- _Data_
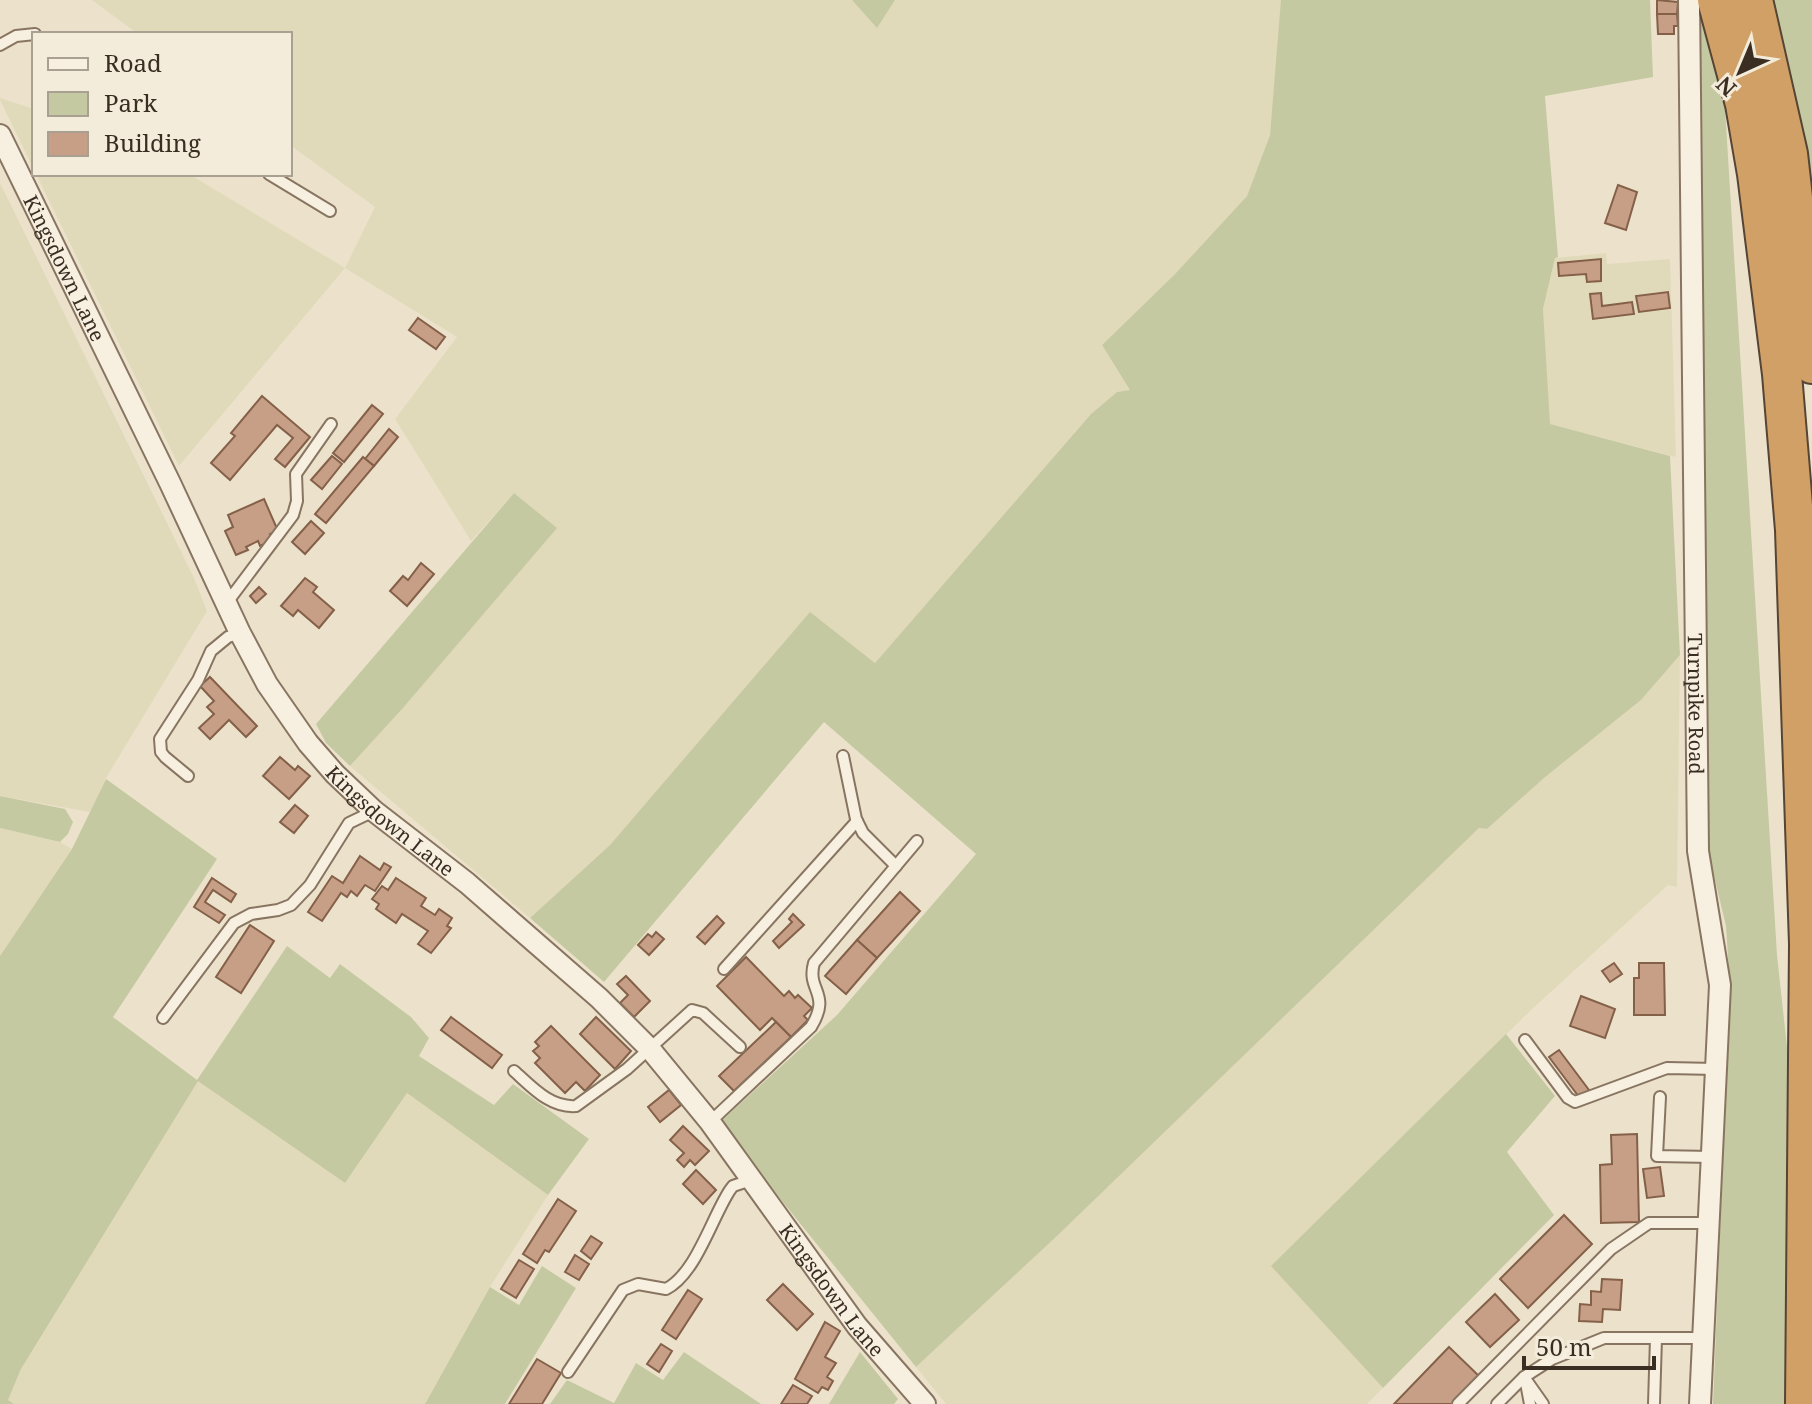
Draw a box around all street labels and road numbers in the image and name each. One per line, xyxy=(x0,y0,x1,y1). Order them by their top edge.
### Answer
street label: Kingsdown Lane xyxy=(18,190,112,346)
street label: Turnpike Road xyxy=(1682,633,1711,775)
street label: Kingsdown Lane xyxy=(320,760,460,882)
street label: Kingsdown Lane xyxy=(774,1218,891,1362)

- _Aim of the exercise_
Set down the entries shown above once more, exactly as they read, but without pictures.

- _Your response_
Draw a box around all street labels and road numbers in the image and name each. One per line, xyxy=(x0,y0,x1,y1). Order them by their top edge.
### Answer
street label: Kingsdown Lane xyxy=(18,190,112,346)
street label: Turnpike Road xyxy=(1682,633,1711,775)
street label: Kingsdown Lane xyxy=(320,760,460,882)
street label: Kingsdown Lane xyxy=(774,1218,891,1362)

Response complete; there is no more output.